Comment 0 for bug 1747680

Revision history for this message
danny0838 (danny0838) wrote :

Does lxml have a built-in support for XHTML?

It seems that lxml.html, whether specified method as 'html' or 'xml', does not work right for outputting (HTML compatible) XHTML content.

Issue for output (using 'html'):

>>> from lxml import html
>>> html.tostring(html.fromstring('''<html><head><meta charset="UTF-8"><script src="foo.js"></script></head><body><span class="bar"></span><br>&nbsp;</body></html>'''), method='html')
b'<html><head><meta charset="UTF-8"><script src="foo.js"></script></head><body><input type="checkbox" checked><span class="bar"></span><br>&#160;</body></html>'

While the expected behavior is '<meta charset="UTF-8" />' instead of '<meta charset="UTF-8">', '<input type="checkbox" checked="checked" />' instead of '<input type="checkbox" checked>', '<br />' instead of '<br>', and '&nbsp;' instead of '&#160;'.
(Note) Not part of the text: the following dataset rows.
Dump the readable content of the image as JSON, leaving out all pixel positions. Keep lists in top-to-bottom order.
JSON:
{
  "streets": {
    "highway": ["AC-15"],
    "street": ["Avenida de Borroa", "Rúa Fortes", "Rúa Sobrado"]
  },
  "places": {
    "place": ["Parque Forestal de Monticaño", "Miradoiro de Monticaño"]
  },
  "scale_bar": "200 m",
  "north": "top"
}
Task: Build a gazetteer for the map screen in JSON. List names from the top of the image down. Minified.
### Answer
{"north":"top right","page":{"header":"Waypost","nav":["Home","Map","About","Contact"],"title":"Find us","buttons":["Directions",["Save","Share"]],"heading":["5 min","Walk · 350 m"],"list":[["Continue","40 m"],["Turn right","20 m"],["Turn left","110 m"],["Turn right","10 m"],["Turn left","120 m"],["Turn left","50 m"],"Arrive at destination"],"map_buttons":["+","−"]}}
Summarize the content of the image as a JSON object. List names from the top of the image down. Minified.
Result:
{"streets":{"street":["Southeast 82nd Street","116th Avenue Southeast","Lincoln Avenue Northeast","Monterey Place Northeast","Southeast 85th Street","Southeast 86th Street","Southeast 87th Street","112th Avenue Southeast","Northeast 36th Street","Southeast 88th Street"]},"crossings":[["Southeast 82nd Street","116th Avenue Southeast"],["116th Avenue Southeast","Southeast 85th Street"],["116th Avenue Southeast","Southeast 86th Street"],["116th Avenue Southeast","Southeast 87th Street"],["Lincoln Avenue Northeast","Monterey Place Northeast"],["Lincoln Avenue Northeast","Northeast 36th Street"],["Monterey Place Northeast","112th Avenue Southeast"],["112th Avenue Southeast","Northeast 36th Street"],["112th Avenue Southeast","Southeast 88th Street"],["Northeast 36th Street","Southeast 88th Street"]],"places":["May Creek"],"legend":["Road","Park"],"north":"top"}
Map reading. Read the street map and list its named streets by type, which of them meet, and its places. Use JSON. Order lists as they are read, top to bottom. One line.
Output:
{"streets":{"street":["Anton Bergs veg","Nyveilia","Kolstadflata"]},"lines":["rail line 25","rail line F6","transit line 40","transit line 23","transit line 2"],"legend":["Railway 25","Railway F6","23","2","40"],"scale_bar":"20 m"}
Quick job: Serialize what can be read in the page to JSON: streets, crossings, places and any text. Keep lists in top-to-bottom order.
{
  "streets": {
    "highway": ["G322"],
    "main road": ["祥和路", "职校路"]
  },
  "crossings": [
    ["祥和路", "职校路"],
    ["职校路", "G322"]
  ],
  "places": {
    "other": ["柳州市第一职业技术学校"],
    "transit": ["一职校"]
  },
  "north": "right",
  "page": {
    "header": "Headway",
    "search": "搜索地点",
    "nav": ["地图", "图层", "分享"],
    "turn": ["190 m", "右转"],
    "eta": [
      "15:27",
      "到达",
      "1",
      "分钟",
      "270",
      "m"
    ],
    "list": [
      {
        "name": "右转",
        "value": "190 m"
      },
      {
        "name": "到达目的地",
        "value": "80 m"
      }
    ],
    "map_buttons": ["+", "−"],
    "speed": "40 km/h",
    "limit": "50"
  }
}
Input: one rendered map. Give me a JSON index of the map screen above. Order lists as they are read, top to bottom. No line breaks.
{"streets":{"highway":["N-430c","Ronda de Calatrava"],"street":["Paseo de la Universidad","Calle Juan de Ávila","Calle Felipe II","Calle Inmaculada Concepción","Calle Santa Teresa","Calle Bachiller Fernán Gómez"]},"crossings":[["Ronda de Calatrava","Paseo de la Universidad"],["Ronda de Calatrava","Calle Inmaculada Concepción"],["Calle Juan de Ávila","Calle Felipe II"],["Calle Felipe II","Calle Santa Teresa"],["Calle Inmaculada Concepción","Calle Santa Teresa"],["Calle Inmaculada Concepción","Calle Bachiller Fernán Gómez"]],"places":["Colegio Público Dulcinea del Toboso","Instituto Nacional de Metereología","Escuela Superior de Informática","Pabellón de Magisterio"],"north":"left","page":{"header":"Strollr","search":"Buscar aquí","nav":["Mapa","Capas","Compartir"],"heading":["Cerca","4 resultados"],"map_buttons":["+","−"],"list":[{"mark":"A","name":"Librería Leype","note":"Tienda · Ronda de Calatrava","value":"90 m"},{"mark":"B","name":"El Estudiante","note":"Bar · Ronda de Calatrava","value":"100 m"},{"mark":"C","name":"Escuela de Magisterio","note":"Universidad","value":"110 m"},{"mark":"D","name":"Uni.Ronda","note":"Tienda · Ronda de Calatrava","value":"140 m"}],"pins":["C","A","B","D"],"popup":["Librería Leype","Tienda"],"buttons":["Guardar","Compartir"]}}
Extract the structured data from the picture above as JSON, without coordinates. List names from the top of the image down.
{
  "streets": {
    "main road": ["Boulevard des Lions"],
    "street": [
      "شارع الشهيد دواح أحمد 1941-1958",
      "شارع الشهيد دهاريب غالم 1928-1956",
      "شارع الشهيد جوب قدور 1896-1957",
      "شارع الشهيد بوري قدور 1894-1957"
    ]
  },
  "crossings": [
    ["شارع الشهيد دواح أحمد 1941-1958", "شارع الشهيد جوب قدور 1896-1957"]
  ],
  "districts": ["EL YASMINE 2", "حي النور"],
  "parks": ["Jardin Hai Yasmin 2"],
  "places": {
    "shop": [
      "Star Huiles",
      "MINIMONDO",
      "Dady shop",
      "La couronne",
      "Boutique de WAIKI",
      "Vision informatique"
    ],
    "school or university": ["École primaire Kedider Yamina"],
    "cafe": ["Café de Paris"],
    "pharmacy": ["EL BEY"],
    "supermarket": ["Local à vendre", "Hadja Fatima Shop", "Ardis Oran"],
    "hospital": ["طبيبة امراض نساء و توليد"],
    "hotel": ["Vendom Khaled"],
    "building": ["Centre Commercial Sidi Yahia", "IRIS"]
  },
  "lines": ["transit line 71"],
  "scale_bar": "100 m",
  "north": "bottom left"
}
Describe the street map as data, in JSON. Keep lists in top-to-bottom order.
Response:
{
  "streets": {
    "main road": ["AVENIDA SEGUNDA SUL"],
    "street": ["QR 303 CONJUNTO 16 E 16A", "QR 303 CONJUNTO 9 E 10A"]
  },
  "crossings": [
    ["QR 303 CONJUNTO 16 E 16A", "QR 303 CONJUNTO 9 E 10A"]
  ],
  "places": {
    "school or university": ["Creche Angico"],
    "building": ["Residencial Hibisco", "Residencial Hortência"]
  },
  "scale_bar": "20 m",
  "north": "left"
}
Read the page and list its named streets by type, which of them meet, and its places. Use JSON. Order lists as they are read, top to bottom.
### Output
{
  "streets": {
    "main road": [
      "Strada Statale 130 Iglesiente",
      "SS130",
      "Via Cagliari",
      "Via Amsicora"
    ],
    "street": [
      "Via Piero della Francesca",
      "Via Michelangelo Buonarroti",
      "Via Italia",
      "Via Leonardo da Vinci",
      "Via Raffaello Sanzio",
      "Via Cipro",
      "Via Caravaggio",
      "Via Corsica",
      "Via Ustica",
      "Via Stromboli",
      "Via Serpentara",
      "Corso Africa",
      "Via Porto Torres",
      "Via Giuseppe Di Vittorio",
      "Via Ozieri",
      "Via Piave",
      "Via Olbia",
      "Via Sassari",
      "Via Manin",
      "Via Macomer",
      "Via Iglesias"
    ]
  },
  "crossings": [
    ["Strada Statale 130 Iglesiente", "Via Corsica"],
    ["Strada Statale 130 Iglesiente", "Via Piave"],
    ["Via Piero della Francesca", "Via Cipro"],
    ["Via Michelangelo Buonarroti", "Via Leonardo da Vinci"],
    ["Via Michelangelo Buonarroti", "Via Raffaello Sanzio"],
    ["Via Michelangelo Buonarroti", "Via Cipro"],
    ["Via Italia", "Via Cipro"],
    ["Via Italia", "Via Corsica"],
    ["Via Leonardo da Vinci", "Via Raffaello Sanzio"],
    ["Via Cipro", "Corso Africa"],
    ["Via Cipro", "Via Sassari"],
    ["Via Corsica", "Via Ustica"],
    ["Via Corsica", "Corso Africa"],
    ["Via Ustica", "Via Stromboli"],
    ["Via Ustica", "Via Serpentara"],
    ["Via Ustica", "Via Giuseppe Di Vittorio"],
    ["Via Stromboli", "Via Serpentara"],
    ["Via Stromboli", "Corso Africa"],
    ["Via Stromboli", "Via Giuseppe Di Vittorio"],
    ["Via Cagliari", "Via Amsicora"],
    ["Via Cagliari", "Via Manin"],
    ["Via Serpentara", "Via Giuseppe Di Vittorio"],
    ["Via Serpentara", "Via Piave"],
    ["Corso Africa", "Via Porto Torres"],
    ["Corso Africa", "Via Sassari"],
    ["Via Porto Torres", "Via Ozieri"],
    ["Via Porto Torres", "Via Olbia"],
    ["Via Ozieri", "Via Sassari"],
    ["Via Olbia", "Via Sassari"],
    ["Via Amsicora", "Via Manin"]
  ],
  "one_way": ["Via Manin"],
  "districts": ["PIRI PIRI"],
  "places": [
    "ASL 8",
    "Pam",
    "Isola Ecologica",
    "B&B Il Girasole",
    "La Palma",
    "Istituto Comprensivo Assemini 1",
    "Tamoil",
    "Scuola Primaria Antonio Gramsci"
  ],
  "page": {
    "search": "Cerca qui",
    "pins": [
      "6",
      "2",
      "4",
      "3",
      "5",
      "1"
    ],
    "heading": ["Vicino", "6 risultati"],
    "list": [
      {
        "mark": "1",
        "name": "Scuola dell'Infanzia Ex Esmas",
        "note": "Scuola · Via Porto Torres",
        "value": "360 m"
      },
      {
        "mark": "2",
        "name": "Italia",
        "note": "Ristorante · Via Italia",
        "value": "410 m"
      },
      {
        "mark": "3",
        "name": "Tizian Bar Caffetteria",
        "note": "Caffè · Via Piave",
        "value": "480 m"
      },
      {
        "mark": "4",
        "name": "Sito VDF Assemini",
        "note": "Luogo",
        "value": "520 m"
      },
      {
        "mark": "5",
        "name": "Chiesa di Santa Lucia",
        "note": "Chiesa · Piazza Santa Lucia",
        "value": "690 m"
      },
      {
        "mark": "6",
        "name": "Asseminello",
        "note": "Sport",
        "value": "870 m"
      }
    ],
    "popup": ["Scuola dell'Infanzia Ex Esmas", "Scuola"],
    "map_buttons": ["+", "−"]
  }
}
Issue for output (as 'xml'):

>>> from lxml import html
>>> html.tostring(html.fromstring('''<html><head><meta charset="UTF-8"><script src="foo.js"></script></head><body><span class="bar"></span><br>&nbsp;</body></html>'''), method="xml")
b'<html><head><meta charset="UTF-8"/><script src="foo.js"/></head><body><input type="checkbox" checked="checked"/><span class="bar"/><br/>&#160;</body></html>'

While the expected behavior is '<script src="foo.js"></script>' instead of '<script src="foo.js"/>', '<span class="bar"></span>' instead of '<span class="bar"/>', and '&nbsp;' instead of '&#160;'.

Do I miss something for supporting XHTML? And if yes, how should we get lxml work with XHTML? If not, could you add a support for XHTML?

---
Python : sys.version_info(major=3, minor=6, micro=4, releaselevel='final', serial=0)
lxml.etree : (4, 1, 1, 0)
libxml used : (2, 9, 5)
libxml compiled : (2, 9, 5)
libxslt used : (1, 1, 30)
libxslt compiled : (1, 1, 30)